#### [Task instructions]
Give only the number of lines in these records that include "hidden".

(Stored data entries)
==*==
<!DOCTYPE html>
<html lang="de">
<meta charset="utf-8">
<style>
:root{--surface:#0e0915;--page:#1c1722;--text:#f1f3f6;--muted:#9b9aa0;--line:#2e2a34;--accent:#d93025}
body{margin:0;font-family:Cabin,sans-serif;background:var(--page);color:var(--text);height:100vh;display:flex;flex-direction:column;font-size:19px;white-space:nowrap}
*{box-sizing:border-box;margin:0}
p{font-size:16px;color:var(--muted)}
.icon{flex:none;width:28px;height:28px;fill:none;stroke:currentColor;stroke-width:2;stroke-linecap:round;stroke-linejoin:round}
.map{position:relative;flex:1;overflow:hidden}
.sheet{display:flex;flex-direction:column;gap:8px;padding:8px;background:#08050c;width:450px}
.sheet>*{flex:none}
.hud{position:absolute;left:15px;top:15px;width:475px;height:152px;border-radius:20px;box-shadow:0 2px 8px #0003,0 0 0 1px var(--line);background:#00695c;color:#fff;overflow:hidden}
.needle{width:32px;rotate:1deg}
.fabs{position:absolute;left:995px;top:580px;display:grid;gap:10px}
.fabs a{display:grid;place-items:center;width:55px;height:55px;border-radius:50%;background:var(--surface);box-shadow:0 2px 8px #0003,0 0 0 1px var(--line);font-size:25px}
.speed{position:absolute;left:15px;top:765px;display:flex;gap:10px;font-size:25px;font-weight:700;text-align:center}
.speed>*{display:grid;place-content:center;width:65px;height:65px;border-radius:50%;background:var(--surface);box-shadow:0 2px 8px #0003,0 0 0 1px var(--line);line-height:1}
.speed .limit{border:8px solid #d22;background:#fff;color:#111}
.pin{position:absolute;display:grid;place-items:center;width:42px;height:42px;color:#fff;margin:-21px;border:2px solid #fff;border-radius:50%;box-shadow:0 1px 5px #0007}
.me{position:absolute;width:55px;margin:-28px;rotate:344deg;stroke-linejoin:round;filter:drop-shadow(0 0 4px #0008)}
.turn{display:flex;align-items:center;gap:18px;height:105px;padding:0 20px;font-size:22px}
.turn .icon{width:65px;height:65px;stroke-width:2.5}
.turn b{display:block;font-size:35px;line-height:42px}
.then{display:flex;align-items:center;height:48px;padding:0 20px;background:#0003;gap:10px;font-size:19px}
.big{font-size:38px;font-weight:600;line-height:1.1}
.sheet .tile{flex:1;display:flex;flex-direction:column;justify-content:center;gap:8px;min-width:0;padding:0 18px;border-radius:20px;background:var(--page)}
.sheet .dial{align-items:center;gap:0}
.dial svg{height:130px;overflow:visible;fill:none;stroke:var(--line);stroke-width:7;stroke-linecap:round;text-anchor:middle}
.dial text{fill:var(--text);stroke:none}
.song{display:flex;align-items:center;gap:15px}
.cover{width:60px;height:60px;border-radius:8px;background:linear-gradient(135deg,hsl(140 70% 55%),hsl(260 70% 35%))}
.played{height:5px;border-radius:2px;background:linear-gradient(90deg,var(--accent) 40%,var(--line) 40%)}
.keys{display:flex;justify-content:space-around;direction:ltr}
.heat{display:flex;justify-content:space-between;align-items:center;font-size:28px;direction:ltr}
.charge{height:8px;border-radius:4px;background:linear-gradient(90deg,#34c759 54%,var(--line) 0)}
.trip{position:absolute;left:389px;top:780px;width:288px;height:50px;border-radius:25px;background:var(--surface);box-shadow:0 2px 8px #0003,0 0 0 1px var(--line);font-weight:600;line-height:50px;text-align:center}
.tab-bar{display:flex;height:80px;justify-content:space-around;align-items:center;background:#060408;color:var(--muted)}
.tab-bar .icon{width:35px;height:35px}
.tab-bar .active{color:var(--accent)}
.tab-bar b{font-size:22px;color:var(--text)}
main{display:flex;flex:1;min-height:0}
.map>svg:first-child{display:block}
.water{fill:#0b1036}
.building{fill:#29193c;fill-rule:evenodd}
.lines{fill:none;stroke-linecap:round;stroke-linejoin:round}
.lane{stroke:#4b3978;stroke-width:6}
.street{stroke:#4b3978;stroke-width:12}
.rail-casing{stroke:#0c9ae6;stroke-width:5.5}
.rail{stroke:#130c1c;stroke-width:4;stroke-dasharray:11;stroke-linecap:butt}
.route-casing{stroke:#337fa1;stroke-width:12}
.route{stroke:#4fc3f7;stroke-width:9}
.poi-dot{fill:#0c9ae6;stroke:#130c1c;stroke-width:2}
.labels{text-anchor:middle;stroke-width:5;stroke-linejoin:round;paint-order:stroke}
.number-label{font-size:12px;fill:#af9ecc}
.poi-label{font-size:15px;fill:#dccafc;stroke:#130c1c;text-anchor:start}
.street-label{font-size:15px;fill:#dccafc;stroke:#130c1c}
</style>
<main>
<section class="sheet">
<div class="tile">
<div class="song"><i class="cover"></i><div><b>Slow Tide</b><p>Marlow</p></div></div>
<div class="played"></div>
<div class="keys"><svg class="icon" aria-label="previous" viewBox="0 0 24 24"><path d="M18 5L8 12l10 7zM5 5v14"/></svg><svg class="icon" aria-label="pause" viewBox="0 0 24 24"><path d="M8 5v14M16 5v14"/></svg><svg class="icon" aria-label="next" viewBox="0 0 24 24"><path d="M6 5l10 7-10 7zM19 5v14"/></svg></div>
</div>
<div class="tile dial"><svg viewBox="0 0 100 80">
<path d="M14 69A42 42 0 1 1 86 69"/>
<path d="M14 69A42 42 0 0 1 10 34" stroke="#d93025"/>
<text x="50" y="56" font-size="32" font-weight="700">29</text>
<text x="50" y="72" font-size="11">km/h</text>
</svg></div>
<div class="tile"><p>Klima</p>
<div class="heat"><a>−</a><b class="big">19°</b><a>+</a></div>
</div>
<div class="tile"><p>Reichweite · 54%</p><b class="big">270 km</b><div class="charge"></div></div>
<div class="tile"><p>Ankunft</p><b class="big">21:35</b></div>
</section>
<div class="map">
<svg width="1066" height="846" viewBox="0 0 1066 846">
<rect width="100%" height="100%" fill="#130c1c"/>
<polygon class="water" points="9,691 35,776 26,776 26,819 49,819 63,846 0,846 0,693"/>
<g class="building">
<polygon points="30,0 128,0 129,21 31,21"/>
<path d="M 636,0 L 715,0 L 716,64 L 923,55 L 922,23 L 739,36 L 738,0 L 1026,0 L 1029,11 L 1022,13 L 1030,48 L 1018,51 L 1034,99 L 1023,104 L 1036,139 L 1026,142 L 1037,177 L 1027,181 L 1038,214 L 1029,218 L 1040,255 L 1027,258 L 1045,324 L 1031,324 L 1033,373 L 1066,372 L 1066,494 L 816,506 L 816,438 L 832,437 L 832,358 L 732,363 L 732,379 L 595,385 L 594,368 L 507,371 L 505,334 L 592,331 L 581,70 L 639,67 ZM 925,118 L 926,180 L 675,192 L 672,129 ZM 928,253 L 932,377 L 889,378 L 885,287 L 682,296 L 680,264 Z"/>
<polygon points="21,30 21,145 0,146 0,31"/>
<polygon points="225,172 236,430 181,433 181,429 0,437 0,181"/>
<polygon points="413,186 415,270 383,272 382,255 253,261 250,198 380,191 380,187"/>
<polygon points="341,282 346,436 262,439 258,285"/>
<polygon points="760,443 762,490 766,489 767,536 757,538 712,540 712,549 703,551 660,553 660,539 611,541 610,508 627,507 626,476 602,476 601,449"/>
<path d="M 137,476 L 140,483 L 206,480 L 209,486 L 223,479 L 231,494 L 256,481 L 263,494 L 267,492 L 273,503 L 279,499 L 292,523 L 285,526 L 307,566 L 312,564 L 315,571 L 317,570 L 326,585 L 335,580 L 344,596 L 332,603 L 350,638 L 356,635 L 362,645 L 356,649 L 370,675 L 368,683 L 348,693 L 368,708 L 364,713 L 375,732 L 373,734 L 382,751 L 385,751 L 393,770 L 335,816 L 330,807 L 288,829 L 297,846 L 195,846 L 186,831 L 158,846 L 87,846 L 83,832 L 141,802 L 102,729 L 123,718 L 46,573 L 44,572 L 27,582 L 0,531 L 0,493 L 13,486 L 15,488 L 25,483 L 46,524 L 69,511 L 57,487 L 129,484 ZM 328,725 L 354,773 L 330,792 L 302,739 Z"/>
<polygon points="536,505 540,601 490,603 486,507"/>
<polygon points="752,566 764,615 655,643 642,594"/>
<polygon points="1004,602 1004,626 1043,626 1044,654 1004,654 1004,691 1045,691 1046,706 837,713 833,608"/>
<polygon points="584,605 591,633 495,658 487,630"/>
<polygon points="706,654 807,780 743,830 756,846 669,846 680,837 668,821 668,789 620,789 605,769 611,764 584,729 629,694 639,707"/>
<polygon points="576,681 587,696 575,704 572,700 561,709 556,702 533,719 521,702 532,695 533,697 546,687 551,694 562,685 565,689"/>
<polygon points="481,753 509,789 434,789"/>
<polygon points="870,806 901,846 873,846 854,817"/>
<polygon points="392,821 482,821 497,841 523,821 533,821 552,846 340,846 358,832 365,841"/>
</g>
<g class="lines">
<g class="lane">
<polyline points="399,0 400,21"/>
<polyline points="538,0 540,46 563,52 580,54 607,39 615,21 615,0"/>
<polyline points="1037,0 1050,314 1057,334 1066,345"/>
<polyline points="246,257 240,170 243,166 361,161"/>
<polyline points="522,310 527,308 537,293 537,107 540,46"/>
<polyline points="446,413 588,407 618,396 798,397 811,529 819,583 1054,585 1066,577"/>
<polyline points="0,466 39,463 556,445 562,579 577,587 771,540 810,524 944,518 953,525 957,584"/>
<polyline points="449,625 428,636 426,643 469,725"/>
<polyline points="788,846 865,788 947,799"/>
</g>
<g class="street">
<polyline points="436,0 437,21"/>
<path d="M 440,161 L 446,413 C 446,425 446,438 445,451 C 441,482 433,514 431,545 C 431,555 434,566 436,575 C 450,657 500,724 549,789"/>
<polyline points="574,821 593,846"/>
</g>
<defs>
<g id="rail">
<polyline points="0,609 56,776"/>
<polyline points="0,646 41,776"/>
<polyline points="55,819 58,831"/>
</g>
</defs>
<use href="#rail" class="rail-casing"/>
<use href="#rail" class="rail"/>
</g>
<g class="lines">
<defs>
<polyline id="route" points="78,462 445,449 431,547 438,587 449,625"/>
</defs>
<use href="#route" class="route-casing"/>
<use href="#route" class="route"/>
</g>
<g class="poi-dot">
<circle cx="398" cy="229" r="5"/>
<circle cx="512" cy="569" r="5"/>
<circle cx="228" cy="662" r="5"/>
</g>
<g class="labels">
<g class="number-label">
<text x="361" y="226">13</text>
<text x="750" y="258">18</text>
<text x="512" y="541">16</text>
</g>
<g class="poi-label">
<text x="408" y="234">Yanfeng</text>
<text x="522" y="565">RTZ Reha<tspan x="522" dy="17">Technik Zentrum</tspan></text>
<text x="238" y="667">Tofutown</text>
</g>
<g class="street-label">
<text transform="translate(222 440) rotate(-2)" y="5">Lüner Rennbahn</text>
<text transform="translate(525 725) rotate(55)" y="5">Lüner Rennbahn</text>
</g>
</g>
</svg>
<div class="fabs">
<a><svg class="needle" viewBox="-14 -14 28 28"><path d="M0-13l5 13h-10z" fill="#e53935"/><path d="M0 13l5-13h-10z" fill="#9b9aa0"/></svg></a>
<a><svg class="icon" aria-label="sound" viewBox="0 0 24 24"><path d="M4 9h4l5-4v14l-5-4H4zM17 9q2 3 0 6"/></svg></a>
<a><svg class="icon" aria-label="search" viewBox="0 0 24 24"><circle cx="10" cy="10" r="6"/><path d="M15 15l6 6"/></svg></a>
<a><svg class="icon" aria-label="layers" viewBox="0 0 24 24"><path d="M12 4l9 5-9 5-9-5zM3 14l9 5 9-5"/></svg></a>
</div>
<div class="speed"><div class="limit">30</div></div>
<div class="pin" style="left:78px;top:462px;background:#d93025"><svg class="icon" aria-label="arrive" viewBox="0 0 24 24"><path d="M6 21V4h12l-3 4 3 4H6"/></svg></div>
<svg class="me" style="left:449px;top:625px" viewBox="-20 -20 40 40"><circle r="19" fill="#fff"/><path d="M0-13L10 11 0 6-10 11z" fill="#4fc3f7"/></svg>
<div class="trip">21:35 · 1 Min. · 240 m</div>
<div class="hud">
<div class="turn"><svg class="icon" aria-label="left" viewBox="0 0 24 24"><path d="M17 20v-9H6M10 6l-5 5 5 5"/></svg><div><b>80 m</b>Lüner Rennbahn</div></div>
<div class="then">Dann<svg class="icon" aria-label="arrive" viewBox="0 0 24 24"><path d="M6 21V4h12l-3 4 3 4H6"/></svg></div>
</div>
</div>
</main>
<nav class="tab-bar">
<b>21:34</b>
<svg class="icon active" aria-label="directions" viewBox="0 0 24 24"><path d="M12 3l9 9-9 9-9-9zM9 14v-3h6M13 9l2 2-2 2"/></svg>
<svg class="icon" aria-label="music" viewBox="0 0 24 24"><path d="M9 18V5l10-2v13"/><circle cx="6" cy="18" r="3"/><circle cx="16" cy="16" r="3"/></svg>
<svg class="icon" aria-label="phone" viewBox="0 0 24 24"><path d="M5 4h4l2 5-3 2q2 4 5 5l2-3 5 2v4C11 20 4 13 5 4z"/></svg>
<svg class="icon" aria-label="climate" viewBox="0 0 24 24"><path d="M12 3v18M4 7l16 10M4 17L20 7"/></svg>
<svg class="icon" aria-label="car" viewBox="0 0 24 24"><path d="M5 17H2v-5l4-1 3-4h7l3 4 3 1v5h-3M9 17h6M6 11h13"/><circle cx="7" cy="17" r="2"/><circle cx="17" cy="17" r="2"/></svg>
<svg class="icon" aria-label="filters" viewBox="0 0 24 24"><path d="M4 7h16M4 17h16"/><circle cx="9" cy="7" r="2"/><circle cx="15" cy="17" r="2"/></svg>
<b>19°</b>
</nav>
==*==
#### [Result for this task]
2